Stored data
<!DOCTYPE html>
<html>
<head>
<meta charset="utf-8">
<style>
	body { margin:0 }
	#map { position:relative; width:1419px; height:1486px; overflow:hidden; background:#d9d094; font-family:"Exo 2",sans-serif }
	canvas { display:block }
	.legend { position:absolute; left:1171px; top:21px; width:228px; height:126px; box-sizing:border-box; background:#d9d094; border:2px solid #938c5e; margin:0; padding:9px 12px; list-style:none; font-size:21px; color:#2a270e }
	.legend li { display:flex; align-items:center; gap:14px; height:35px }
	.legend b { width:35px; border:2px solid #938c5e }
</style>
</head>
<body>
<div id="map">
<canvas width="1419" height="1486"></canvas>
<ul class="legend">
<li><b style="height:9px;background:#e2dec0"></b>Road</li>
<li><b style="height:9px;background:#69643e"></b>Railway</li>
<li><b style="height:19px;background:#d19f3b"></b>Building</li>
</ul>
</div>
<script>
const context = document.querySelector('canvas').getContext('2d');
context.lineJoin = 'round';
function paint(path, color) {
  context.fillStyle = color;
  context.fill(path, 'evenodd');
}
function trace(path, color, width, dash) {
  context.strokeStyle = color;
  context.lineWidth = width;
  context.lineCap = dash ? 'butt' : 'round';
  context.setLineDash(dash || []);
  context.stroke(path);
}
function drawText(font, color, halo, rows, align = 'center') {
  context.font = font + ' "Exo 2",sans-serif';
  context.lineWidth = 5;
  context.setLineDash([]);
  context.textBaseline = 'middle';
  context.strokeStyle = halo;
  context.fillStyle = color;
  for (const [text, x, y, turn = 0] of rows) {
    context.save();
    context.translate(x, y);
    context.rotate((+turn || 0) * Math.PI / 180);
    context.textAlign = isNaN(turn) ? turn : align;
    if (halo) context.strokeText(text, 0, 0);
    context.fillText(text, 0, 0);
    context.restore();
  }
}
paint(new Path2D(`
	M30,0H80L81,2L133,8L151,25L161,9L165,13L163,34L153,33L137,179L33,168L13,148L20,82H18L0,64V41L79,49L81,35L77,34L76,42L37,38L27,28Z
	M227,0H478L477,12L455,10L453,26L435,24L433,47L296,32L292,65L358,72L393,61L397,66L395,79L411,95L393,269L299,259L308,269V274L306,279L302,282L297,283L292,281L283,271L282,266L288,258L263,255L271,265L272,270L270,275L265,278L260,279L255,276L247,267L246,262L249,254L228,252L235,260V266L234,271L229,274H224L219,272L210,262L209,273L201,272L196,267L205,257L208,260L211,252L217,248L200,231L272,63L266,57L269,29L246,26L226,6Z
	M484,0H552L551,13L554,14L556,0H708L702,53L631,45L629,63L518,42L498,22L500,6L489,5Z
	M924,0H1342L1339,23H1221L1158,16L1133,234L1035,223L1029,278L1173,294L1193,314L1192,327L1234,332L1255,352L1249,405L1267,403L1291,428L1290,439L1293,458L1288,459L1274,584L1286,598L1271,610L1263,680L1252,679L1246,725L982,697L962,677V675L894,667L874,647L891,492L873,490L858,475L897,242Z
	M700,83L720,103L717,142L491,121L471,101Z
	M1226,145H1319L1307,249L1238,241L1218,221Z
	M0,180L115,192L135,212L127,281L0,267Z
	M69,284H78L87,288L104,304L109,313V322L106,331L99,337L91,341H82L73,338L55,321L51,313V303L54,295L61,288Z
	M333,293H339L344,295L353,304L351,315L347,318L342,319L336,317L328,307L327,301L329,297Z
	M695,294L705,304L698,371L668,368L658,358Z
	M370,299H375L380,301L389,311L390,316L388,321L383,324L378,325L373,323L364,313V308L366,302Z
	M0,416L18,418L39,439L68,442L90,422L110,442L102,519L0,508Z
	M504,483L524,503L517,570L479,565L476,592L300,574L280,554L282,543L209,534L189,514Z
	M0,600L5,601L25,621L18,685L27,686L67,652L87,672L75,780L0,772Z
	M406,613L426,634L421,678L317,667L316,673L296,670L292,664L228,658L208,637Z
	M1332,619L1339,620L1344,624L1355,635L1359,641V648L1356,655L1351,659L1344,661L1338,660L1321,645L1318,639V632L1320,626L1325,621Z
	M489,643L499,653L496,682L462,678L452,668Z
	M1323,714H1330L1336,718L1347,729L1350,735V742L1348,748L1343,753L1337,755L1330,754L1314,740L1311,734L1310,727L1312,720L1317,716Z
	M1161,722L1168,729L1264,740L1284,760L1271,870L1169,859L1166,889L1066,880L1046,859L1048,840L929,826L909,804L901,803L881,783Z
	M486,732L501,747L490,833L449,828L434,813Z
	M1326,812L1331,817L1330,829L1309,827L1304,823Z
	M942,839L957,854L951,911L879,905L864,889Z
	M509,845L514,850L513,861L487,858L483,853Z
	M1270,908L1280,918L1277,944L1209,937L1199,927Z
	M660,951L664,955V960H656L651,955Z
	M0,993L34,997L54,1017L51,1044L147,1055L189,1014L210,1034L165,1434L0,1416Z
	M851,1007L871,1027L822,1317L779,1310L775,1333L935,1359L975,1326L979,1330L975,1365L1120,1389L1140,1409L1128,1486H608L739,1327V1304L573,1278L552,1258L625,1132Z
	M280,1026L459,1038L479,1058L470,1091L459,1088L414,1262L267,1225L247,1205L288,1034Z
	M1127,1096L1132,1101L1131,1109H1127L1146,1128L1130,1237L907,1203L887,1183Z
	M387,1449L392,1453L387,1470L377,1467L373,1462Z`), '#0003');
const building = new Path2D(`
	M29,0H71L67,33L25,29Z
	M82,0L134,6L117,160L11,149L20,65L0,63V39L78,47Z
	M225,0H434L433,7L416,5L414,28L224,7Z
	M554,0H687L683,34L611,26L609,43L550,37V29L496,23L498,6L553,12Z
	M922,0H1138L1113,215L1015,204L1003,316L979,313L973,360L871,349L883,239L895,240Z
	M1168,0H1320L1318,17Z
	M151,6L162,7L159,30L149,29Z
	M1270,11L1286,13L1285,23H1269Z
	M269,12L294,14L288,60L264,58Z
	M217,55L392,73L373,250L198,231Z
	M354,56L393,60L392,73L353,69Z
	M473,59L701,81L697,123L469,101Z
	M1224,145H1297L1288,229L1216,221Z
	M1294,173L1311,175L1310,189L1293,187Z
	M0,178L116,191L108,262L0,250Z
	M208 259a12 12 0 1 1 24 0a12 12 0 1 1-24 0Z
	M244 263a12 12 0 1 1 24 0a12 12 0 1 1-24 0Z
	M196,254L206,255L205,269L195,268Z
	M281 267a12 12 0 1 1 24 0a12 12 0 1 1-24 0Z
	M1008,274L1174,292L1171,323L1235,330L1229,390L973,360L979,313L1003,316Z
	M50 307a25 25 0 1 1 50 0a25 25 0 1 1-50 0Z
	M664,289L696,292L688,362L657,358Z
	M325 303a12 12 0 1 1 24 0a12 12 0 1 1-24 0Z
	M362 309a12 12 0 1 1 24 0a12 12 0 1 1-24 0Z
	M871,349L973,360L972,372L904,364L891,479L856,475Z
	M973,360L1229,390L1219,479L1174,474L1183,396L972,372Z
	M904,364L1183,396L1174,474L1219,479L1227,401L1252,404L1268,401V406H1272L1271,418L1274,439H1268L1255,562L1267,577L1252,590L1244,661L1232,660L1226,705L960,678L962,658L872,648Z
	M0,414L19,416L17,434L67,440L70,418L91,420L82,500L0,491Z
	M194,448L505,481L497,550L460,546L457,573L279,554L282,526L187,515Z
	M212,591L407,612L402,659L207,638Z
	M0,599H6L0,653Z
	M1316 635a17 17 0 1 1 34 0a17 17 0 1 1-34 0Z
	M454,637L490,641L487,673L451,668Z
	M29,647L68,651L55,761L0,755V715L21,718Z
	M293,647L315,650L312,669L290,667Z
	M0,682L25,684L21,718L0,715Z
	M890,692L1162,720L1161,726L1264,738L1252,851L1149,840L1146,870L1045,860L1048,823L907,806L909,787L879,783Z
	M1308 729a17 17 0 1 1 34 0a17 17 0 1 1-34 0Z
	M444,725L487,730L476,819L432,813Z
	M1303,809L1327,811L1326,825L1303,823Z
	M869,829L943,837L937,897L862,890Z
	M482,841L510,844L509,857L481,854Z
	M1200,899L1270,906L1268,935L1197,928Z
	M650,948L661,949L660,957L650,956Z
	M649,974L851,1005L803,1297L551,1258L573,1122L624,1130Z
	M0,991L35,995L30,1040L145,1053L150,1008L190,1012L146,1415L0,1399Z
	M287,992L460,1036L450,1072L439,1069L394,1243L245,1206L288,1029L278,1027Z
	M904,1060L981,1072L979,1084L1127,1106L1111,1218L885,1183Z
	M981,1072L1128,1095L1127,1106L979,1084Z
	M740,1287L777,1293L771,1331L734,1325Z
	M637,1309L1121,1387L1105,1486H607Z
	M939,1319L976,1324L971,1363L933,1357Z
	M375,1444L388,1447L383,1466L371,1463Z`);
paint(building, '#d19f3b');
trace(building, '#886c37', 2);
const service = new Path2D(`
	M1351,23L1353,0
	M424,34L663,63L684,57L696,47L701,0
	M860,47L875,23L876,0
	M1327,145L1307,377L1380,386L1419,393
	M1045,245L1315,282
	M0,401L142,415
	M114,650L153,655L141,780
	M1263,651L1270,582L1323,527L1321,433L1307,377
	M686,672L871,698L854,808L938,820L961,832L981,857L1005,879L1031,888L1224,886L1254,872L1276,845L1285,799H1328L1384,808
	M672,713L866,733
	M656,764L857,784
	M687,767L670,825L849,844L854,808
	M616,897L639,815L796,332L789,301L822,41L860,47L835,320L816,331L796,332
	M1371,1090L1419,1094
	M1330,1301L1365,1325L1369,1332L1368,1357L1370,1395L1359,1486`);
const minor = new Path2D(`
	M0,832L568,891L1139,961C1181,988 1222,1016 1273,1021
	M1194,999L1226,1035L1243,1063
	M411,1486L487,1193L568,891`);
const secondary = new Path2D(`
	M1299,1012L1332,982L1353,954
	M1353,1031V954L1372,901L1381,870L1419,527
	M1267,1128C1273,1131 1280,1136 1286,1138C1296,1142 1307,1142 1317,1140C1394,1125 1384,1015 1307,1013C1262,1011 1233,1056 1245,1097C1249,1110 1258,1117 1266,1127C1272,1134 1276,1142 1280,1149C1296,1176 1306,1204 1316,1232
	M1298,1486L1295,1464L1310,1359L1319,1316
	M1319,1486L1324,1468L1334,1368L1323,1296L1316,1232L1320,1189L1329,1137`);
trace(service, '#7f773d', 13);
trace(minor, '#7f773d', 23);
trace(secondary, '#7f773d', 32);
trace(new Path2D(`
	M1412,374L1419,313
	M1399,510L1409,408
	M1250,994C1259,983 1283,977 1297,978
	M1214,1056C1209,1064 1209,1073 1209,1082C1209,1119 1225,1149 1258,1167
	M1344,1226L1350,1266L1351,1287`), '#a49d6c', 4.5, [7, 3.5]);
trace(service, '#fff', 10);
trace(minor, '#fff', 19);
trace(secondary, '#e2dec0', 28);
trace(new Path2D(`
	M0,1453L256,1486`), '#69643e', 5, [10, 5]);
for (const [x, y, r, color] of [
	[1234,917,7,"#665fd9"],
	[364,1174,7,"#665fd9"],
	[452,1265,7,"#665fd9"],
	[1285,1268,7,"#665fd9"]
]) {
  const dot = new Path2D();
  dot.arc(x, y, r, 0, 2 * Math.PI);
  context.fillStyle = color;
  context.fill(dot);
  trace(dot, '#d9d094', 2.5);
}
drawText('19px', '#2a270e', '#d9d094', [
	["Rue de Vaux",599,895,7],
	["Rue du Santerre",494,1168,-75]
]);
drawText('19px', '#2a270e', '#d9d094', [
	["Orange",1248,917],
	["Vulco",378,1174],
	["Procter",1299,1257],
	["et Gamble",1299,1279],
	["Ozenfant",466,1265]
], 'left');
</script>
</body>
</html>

- PROBLEM TO WORK ON: Reproduce only the lines above spanning from the line containing "function drawText(font, color, halo, rows, align" through the line containing "if (halo) context.strokeText(text, 0, 0);", word for word.

- RESPONSE:
function drawText(font, color, halo, rows, align = 'center') {
  context.font = font + ' "Exo 2",sans-serif';
  context.lineWidth = 5;
  context.setLineDash([]);
  context.textBaseline = 'middle';
  context.strokeStyle = halo;
  context.fillStyle = color;
  for (const [text, x, y, turn = 0] of rows) {
    context.save();
    context.translate(x, y);
    context.rotate((+turn || 0) * Math.PI / 180);
    context.textAlign = isNaN(turn) ? turn : align;
    if (halo) context.strokeText(text, 0, 0);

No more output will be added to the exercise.